# Motor and Battery Caclulations... am I doing them right?

One of my team-members approached me with a little question…

He decided he wants to use the window motors (specs and curves) as drive motors (worm gear, yeah, he knows, but he doesn’t really care) for a little mini-bot he’s making. The battery that he’s using is a 12v battery rated at 4amp-hours. The question is how long will it take for those motors to drain all the juice out of that battery.

It’s a small bot that just has to move, so I figured there isn’t going to be a lot of torque on the thing - maybe .5 to 2 Nm. From the curves, I figured that to be 5 to 8 amps per motor. Together, thats a total of 10 to 16 amps of current thats going to be drawn by those motors.

So with a 4 amp-hour battery, how long is it going to last? I figured:
4 amphours / 10 amps = .4 hours, or 24 minutes
4 amphours / 16 amps = .25 hours, or 15 minutes
So basically, I told him theoretically, 15 to 24 minutes, depending on the load. I want to know did I do these calculations right, or did I miss something.

He also said the battery’s “initial current with cyclic use” is 1amp. What exactly does that mean? Is that the max current that the battery can supply at one time, or something else?

The calculations you performed will result in some discrepancy. Amp hour rating is usually specified at a fixed load current with a specified time to fall to a certain terminal voltage. (for 12 volt batteries it is usually 8 volts) In most cases this can be assumed to be 1/10 of the rated amp hour current. i.e. a 4 amp/hour battery would last 10 hours at 0.4 amp load current. Draw significantly more than that and the amp hour rating will degrade.

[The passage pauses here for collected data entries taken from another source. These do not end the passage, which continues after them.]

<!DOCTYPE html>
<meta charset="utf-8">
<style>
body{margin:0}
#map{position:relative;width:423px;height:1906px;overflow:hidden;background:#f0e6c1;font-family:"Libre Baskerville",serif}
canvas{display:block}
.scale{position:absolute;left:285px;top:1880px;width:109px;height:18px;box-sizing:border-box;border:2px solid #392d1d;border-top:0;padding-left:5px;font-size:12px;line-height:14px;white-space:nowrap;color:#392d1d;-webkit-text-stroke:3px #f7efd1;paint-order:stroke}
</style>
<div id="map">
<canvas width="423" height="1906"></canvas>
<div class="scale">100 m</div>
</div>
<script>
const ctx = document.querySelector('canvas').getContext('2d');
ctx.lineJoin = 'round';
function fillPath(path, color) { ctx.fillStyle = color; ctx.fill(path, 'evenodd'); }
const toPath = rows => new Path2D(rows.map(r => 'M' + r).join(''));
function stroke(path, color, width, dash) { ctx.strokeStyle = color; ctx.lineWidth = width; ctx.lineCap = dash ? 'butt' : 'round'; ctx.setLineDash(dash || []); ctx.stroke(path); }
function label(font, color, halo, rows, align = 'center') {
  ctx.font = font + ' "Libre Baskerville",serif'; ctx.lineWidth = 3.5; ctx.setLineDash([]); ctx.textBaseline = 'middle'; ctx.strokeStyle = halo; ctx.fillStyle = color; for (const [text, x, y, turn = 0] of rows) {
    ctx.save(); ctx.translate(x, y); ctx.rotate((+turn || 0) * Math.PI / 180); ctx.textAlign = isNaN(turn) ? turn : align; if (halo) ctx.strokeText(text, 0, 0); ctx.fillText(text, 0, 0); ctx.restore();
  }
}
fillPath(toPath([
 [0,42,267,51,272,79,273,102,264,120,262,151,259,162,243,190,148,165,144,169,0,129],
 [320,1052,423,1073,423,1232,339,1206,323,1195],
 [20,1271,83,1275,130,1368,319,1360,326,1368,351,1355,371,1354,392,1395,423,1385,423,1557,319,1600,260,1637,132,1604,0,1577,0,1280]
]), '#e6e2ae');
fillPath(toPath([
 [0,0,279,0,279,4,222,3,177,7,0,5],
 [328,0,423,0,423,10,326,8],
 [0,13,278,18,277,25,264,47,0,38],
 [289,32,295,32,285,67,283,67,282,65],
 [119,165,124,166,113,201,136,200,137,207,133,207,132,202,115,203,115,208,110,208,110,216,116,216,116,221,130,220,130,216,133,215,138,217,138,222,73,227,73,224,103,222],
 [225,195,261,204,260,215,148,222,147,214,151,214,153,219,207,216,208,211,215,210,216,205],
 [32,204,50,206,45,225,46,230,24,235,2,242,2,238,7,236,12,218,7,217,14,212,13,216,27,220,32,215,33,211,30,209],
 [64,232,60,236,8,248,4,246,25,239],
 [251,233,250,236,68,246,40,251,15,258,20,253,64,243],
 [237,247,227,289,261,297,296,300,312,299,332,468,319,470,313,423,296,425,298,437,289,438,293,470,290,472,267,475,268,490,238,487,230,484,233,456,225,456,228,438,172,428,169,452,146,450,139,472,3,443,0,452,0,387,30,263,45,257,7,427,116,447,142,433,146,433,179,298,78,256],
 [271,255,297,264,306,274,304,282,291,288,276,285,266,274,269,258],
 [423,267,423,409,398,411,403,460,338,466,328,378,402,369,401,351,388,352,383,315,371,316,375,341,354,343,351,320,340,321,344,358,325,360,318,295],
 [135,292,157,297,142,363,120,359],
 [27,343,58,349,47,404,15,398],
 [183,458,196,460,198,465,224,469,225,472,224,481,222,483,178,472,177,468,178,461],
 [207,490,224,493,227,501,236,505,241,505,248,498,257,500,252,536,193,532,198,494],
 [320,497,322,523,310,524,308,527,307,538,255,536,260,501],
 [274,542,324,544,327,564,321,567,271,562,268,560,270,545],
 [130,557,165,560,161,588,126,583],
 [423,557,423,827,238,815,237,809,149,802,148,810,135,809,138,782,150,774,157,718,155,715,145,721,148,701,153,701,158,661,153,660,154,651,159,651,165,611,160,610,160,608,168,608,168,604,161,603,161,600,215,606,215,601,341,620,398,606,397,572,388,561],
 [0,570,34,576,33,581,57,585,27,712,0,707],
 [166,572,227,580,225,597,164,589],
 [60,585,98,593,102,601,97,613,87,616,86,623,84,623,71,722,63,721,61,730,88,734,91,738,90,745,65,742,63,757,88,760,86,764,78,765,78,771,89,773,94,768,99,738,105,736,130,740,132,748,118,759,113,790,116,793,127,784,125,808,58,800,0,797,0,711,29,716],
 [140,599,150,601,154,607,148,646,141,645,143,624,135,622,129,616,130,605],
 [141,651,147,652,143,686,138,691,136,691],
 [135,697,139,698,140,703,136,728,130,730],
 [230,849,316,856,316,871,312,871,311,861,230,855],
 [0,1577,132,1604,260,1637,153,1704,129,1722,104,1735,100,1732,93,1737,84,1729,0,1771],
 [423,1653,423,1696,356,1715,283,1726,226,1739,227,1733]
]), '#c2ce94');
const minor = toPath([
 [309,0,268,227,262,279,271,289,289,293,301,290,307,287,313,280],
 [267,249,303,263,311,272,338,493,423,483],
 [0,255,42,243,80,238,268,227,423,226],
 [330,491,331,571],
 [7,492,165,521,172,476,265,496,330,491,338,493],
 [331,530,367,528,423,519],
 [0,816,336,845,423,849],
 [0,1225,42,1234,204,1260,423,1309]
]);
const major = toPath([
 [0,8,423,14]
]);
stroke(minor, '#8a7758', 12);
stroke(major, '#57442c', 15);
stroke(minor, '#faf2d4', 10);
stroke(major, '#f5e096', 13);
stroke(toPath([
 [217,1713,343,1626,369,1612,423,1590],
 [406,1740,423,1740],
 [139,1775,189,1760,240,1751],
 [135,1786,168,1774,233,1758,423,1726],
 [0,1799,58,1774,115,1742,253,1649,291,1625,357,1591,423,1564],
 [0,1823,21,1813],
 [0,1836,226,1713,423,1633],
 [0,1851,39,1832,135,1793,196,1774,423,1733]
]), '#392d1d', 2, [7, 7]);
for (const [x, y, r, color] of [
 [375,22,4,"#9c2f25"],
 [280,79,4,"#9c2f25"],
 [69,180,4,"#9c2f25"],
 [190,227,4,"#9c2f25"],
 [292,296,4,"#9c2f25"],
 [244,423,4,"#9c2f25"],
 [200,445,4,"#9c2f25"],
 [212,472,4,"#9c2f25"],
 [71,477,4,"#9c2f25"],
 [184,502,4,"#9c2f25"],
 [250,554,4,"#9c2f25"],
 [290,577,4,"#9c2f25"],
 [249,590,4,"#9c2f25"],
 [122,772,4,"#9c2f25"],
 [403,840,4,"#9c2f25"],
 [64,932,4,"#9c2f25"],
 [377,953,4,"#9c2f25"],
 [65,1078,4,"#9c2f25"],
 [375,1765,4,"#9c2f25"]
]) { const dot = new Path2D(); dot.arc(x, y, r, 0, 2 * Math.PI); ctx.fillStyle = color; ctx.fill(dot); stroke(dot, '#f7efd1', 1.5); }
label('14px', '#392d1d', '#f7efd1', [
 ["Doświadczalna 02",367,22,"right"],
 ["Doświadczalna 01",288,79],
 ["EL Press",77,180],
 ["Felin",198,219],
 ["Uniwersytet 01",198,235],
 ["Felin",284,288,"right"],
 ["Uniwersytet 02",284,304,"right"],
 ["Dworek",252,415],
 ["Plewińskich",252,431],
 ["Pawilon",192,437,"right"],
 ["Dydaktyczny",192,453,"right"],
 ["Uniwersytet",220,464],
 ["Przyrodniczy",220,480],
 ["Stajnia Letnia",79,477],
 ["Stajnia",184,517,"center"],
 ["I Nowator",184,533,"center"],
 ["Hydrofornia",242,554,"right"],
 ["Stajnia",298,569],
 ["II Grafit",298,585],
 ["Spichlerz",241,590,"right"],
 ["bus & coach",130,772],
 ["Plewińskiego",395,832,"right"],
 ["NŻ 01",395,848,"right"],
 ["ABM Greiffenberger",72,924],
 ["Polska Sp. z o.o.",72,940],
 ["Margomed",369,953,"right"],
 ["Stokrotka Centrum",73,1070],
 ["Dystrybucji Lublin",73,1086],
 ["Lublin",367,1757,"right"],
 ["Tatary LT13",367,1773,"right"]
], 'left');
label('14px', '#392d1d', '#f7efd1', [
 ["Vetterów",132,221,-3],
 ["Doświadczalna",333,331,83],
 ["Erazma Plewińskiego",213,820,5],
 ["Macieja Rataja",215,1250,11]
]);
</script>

I am guessing that at 16 amps you might only get 5 minutes, tops to fall to 8 volts. You didn’t say if there were electronics involved but with just the motor connected the terminal voltage will continue to fall at a predictable rate until the motor slows to a halt.
The initial current of 1 amp is what the battery would be able to deliver after a full charge at 12 volts. (note it is twice the current for the amp hour rating calculated above. At 16 amps the voltage would be less. This voltage could be calculated if the internal resistance of the battery was known.) Cyclic use implies that the load is not constant and that some recharging takes place between loads. The type of battery discussed here can be found in emergency lighting where it can be expected to deliver light for a short period of time (loss of electric power) and then return to charge.